— What is being asked —
Output should begin at the line holding "Dump the readable content of this" and end at the last line of the entries; print those lines verbatim and no others.

[Collected data entries]
━━━━━━━━━━━━━━━━━━━━━━━━━━━━━━

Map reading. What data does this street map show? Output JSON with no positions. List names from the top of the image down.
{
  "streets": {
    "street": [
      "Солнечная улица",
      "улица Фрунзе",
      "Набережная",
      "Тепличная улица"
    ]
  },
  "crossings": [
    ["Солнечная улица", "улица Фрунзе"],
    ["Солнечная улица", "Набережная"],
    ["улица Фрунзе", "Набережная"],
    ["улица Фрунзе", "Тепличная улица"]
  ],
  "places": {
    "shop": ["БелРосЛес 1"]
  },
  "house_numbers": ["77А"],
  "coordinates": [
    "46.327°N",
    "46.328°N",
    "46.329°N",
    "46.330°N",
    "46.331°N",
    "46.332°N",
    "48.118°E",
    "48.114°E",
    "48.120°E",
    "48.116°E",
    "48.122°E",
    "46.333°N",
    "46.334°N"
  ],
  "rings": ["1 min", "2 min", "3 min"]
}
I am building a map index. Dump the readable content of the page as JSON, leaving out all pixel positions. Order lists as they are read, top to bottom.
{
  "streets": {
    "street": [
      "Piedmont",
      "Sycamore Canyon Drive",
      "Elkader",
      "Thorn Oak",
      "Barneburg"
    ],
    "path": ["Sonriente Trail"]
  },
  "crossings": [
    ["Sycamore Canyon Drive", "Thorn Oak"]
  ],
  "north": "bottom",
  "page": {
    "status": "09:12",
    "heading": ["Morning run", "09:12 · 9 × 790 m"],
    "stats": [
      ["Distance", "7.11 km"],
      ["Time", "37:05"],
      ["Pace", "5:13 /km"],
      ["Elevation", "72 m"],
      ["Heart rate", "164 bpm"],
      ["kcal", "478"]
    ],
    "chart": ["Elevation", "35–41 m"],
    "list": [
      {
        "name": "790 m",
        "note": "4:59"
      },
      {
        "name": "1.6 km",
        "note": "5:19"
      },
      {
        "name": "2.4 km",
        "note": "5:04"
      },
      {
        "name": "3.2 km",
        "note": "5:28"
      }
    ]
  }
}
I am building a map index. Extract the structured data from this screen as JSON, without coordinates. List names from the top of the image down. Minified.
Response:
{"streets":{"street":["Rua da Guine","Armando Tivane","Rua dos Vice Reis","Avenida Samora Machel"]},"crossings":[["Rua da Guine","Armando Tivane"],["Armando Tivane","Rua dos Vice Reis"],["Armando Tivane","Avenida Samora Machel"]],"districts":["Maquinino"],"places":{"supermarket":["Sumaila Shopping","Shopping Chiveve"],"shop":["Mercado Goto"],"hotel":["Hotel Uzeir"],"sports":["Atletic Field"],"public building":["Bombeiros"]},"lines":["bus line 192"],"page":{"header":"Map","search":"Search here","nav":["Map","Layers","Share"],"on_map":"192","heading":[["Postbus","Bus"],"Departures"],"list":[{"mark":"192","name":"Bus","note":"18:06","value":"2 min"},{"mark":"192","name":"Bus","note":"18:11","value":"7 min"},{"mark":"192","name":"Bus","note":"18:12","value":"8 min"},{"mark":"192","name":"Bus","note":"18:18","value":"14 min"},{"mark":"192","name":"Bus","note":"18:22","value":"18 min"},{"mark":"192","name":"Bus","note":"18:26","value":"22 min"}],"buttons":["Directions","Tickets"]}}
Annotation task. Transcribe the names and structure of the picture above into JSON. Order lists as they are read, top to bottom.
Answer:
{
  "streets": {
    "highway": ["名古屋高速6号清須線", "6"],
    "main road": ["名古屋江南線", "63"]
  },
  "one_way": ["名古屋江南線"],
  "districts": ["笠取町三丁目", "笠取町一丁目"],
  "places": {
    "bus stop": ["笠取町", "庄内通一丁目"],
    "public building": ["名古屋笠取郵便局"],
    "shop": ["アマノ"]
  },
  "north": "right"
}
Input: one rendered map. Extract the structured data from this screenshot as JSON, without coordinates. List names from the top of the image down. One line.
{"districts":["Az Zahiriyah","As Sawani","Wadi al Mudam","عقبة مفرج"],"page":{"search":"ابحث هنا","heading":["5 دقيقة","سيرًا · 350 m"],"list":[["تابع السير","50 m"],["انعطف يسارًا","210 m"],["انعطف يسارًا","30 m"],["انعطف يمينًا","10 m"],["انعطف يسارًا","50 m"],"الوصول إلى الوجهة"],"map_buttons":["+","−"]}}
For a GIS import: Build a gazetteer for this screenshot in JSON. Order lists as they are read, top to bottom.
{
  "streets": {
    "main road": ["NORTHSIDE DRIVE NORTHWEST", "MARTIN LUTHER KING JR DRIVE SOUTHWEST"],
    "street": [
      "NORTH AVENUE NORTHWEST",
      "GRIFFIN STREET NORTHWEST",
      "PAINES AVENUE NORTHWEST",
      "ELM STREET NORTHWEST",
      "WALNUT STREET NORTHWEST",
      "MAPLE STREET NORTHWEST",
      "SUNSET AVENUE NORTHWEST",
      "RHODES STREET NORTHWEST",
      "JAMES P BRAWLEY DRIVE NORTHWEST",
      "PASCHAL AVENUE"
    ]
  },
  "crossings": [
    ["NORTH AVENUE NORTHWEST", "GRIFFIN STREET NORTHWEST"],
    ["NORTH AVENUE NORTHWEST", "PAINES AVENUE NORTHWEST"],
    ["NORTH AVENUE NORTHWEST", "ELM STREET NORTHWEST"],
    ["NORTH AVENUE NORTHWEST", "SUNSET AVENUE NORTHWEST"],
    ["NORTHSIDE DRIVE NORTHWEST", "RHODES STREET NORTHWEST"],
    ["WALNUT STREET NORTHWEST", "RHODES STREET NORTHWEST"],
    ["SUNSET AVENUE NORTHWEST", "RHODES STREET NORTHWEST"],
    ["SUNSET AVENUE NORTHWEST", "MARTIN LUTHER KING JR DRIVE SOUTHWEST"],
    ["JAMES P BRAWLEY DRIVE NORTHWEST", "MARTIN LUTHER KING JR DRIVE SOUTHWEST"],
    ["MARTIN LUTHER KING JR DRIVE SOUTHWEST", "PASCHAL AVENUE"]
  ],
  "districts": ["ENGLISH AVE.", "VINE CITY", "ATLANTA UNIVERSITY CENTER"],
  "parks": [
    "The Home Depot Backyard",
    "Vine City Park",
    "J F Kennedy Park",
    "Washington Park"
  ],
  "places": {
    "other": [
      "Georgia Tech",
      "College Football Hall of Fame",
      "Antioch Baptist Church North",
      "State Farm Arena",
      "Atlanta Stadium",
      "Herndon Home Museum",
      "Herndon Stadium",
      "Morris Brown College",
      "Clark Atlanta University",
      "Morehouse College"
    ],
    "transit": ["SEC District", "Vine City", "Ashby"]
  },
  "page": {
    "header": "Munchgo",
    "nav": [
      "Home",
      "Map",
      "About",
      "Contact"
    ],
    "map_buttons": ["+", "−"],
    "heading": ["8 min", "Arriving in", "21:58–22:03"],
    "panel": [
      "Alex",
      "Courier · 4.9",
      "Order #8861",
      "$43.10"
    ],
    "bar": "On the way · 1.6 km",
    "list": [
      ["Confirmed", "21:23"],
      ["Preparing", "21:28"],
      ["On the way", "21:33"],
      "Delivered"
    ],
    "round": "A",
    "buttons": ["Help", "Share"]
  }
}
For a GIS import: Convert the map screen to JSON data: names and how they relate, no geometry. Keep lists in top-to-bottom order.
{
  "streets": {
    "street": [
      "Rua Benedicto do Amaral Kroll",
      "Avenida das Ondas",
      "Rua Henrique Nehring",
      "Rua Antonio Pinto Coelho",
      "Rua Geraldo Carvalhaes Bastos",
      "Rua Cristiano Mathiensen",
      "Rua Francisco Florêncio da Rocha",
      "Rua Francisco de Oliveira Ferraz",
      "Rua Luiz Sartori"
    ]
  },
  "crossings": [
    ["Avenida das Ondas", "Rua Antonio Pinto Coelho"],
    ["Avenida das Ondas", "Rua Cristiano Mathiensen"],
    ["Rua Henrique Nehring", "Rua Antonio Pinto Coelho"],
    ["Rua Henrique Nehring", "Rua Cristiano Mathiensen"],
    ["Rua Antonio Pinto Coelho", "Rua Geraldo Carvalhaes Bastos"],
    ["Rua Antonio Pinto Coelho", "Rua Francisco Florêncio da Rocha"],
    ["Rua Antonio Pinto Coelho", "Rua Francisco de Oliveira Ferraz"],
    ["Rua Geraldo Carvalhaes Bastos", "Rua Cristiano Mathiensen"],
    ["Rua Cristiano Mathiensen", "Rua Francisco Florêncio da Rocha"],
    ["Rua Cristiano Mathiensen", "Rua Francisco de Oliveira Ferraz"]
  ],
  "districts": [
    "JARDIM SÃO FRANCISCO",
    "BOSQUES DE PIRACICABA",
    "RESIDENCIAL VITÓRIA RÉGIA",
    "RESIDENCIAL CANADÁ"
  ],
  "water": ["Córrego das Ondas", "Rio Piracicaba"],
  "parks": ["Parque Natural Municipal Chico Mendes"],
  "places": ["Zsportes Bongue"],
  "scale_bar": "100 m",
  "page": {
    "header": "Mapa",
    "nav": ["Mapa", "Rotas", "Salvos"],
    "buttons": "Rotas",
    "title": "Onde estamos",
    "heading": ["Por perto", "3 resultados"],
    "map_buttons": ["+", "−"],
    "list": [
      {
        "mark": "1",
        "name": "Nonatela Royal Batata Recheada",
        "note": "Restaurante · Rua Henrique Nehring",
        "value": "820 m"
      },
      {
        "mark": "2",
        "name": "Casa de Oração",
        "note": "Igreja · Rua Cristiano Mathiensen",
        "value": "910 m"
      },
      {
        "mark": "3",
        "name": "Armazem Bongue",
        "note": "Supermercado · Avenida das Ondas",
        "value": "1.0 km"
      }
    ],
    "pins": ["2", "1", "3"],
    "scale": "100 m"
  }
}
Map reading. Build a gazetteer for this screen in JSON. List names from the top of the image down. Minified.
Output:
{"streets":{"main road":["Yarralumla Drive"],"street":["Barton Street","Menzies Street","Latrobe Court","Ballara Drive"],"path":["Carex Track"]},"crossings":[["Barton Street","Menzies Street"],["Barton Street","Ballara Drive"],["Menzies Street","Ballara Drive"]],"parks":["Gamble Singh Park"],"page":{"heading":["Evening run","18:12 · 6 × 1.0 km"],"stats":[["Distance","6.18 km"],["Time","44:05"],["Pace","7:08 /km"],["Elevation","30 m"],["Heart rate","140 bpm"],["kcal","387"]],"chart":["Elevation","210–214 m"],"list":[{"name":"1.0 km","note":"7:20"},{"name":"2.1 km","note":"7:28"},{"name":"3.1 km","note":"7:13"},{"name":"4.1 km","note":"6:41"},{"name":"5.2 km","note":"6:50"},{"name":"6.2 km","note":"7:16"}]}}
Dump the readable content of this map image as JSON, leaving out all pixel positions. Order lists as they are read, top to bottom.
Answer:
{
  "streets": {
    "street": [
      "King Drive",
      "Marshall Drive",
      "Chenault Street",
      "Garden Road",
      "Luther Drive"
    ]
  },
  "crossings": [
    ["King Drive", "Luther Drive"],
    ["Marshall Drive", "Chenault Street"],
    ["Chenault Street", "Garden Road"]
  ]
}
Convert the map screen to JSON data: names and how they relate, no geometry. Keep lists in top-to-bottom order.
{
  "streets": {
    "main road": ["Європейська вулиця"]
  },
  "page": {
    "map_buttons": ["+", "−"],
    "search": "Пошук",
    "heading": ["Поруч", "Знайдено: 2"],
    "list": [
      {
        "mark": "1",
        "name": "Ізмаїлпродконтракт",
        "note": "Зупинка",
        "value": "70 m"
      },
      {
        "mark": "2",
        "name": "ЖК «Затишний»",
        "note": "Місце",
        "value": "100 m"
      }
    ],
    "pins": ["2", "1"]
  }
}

━━━━━━━━━━━━━━━━━━━━━━━━━━━━━━

— Output of the task —
Dump the readable content of this map image as JSON, leaving out all pixel positions. Order lists as they are read, top to bottom.
Answer:
{
  "streets": {
    "street": [
      "King Drive",
      "Marshall Drive",
      "Chenault Street",
      "Garden Road",
      "Luther Drive"
    ]
  },
  "crossings": [
    ["King Drive", "Luther Drive"],
    ["Marshall Drive", "Chenault Street"],
    ["Chenault Street", "Garden Road"]
  ]
}
Convert the map screen to JSON data: names and how they relate, no geometry. Keep lists in top-to-bottom order.
{
  "streets": {
    "main road": ["Європейська вулиця"]
  },
  "page": {
    "map_buttons": ["+", "−"],
    "search": "Пошук",
    "heading": ["Поруч", "Знайдено: 2"],
    "list": [
      {
        "mark": "1",
        "name": "Ізмаїлпродконтракт",
        "note": "Зупинка",
        "value": "70 m"
      },
      {
        "mark": "2",
        "name": "ЖК «Затишний»",
        "note": "Місце",
        "value": "100 m"
      }
    ],
    "pins": ["2", "1"]
  }
}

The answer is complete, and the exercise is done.